Les moocs, la ruine de l’université ?

Ce billet, rédigé par Caroline Jouneau-Sion et Chloé Manceau, de l’ENS-Lyon, se concentre sur les effets des Moocs en France.

Après avoir rappelé ce qu’est un Mooc (un cours en ligne, d’une durée limitée dans le temps, reposant sur le principe de gratuité, dont l’accès est ouvert à tous les publics), ce texte pose deux questions essentielles.

1) Les Moocs étant couteux à produire et gratuits pour les apprenants, comment les financer ?
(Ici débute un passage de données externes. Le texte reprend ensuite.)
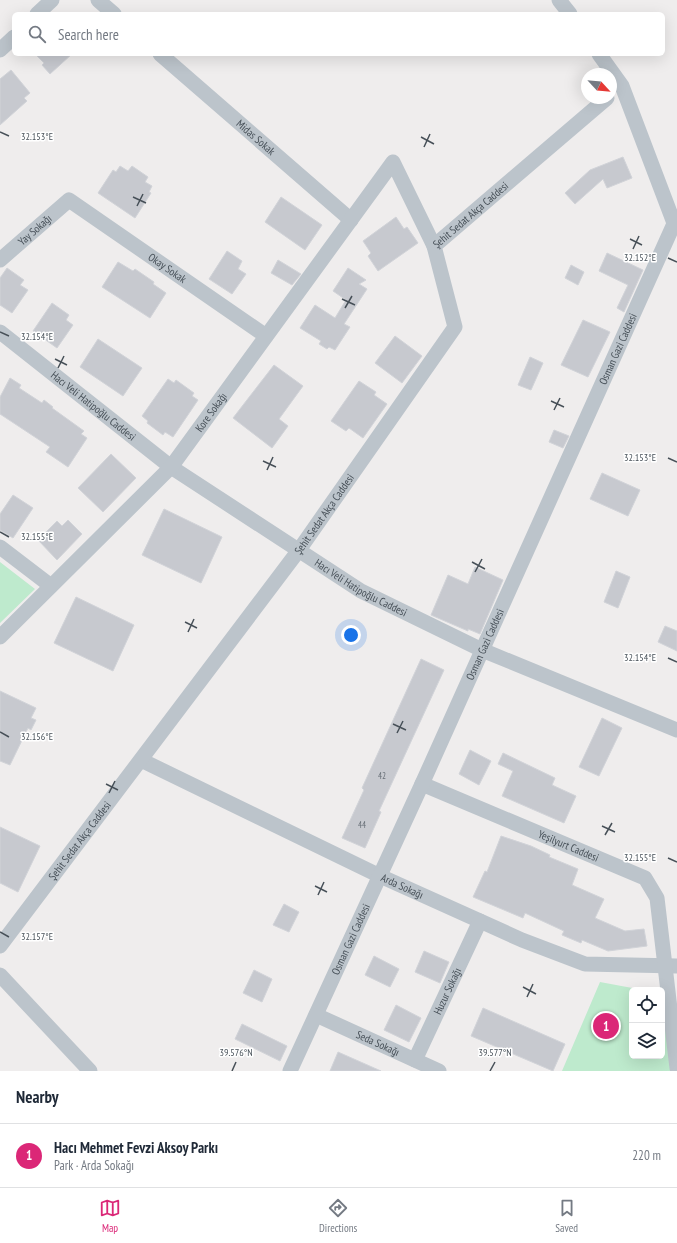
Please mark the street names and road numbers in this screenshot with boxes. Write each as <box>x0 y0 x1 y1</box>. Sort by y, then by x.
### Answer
street label: Midas Sokak <box>233 117 279 159</box>
street label: Şehit Sedat Akça Caddesi <box>430 179 511 251</box>
street label: Yay Sokağı <box>15 211 55 248</box>
street label: Okay Sokak <box>146 250 190 286</box>
street label: Osman Gazi Caddesi <box>596 311 640 387</box>
street label: Hacı Veli Hatipoğlu Caddesi <box>48 368 139 444</box>
street label: Kore Sokağı <box>192 390 230 434</box>
street label: Şehit Sedat Akça Caddesi <box>291 471 357 557</box>
street label: Hacı Veli Hatipoğlu Caddesi <box>312 556 409 619</box>
street label: Osman Gazi Caddesi <box>463 607 507 682</box>
street label: Şehit Sedat Akça Caddesi <box>45 799 114 883</box>
street label: Yeşilyurt Caddesi <box>536 827 601 865</box>
street label: Arda Sokağı <box>379 870 426 902</box>
street label: Osman Gazi Caddesi <box>328 902 373 977</box>
street label: Huzur Sokağı <box>430 965 464 1017</box>
street label: Seda Sokağı <box>354 1027 402 1059</box>

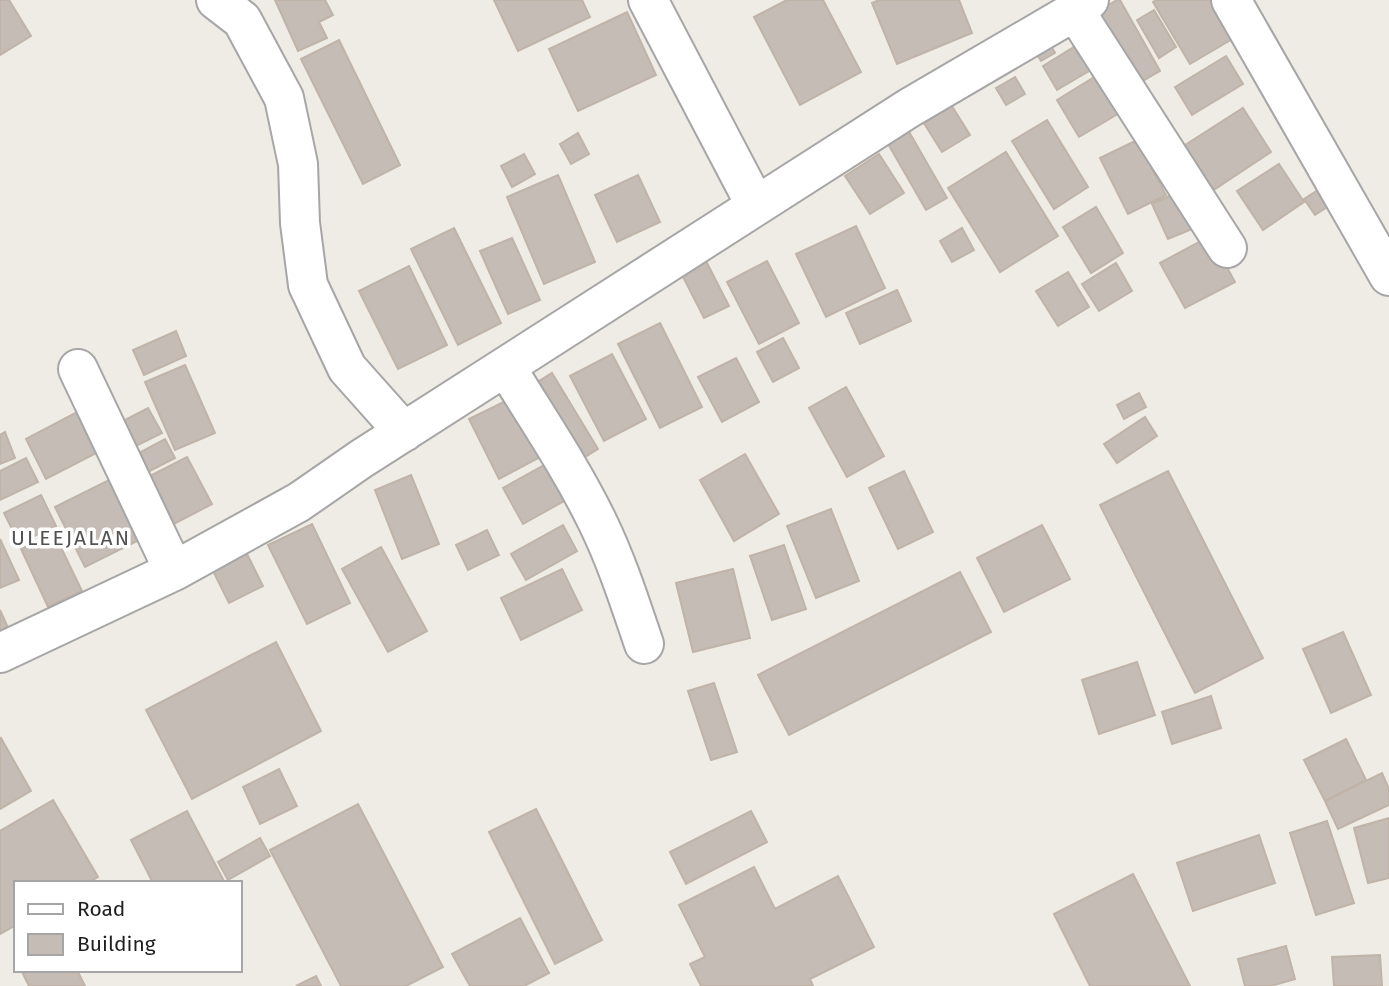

Une étude de Christine Vaufrey citée dans ce billet démontre que ce qui revient cher aux universités est le « temps-homme consacré à la conception, mais aussi à l’animation et à l’accompagnement des apprenants, et au suivi technique des enseignants et des étudiants. ». C. Vaufrey évalue à plus de 200 heures le temps passé par un enseignant à la préparation d’un Mooc. Pour résoudre cette question du financement, l’université de Michigan fait par exemple payer la certification, via un badge reçu par l’apprenant après avoir terminé son Mooc. D’autres pistes existent, développées dans ce billet. Quoi qu’il en soit, pour les deux auteures, un financement par les étudiants resterait « moins onéreux qu’une année d’études dans une grande ville universitaire » : en effet, ceux-ci s’épargneraient notamment des frais de logement et de transport.

2) Que vont devenir les campus et leurs protagonistes ?

Du côté des étudiants, plusieurs questions se posent.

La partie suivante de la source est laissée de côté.